On the tiniest scale of manipulation, it is not even translation, but accent that marks the
difference between naturalizing and exoticizing approaches. This is not as subtle as it may
sound. BBCWS radio tried out a policy, some twenty years ago (ca. 1988), to broadcast
interviews with non-English interviewees by using ‘ethnic’-accent voice-overs to re-sound
their words. So when Luis Ignacio ‘Lula’ da Silva was still a radical trade unionist, rather than
the President of Brazil, his sound bites were dubbed inna fonny Portugows Inglis, and each
NGO from Francophone Africa tawkede too zee lisseneurs of zee BBC vitta strainch Frens
akksont. The silly experiment in exoticizing accents was abandoned when hundreds of
listeners wrote in, especially from the Caribbean and South Asia, to protest against these
demeaning voice-overs imposed on intelligent people by a BBCWS that wanted to exoticize
every voice outside the West by giving it an ethno-comic accent. Hundreds of letters reached
the BBCWS’s radio grudge box, ‘Write On’, and the BBCWS’s only defence was, notably,
that ‘one’ had only employed native speakers of the original language to dub the message in a
native accent. Just imagine hearing Nobel Peace Prize winners like Rigoberta Mench’u of
Guatemala, Professor Wangari Maathai of Kenya, and Muhammad Yunus of Bangla Desh
being dubbed by a ‘native translator’ selected for a rare incapacity to pronounce English-
language phonemes! Gratefully, this demeaning habit has stopped for all but a few exceptions,
among them, however, a representative of the Indian Dalit (‘outcast’) movement insisting on
the same civil rights for all. Yet let our phonology remain philosophical: maybe (’in-
sha’Allah), exoticizing the victors’ or victims’ words by fake (‘on the buses’) accents is better
than naturalizing them through a Texan accent.
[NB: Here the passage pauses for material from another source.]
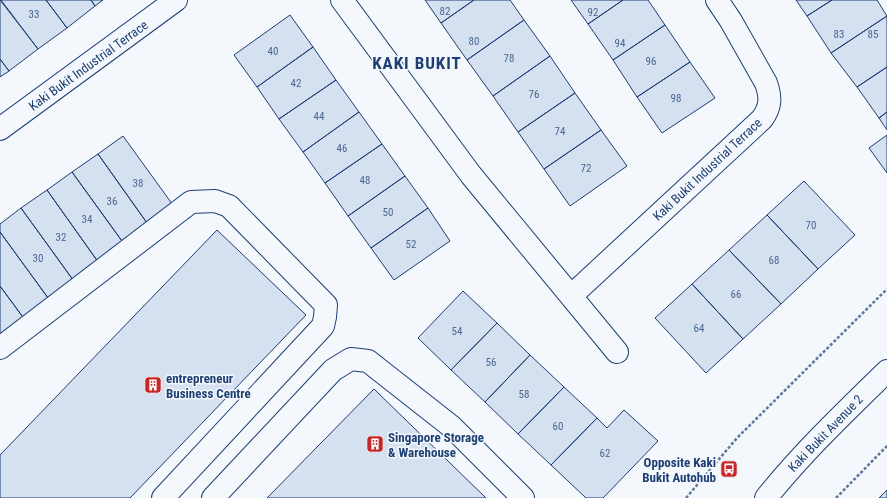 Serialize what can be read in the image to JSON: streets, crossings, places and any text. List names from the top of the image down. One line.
{"streets":{"street":["Kaki Bukit Industrial Terrace","Kaki Bukit Avenue 2"]},"districts":["KAKI BUKIT"],"places":{"building":["entrepreneur Business Centre","Singapore Storage & Warehouse"],"bus stop":["Opposite Kaki Bukit Autohub"]},"house_numbers":["82","92","33","83","85","80","94","40","78","96","42","76","98","44","74","46","72","48","38","36","50","34","70","32","52","30","68","66","64","54","56","58","60","62"]} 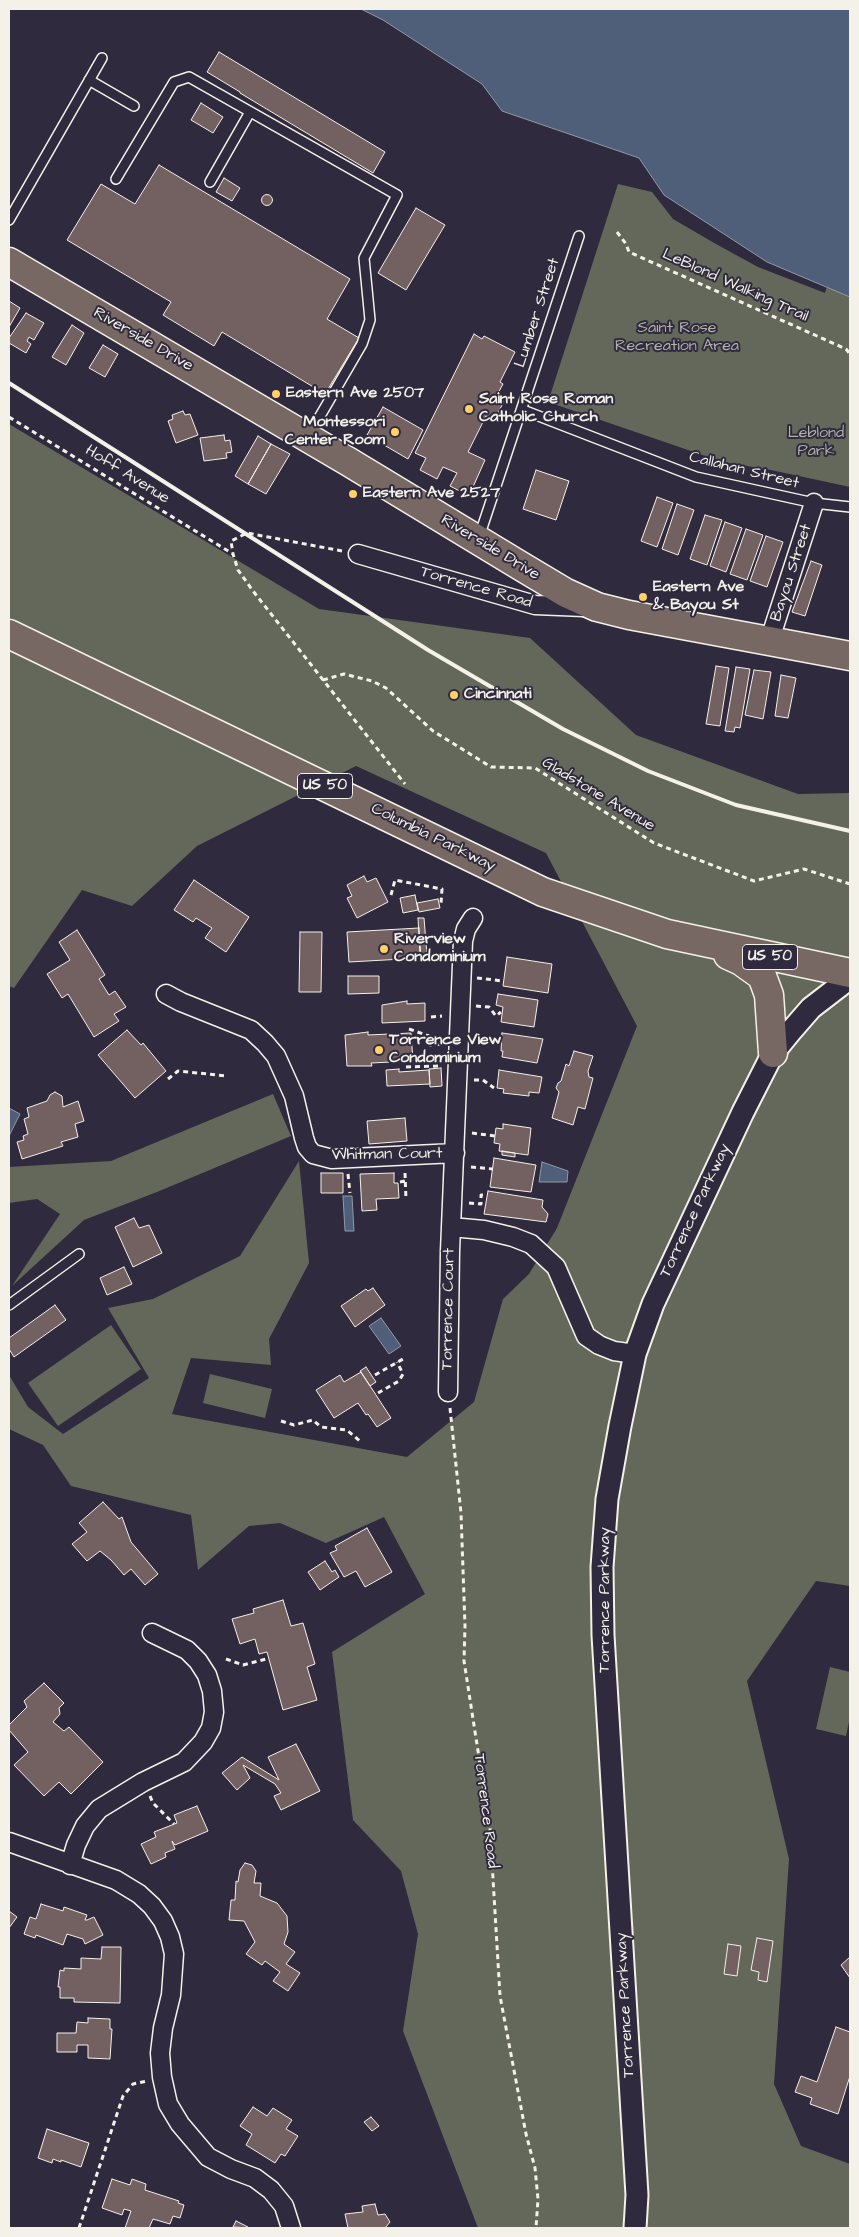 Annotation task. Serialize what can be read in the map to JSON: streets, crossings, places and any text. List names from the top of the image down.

But all this does beg the question of which
accent is OK then?
As we have said, this short section is to unpack our previous holdall concept of translation
into four constituent parts: (1) transporting in and out, (2) translating to and fro, and (3)
transposing the key, and (4) transmitting selectively, in order then to trace the transformation
of the messages to eventual consumers. We now proceed from (2) translating to (3)
transposing.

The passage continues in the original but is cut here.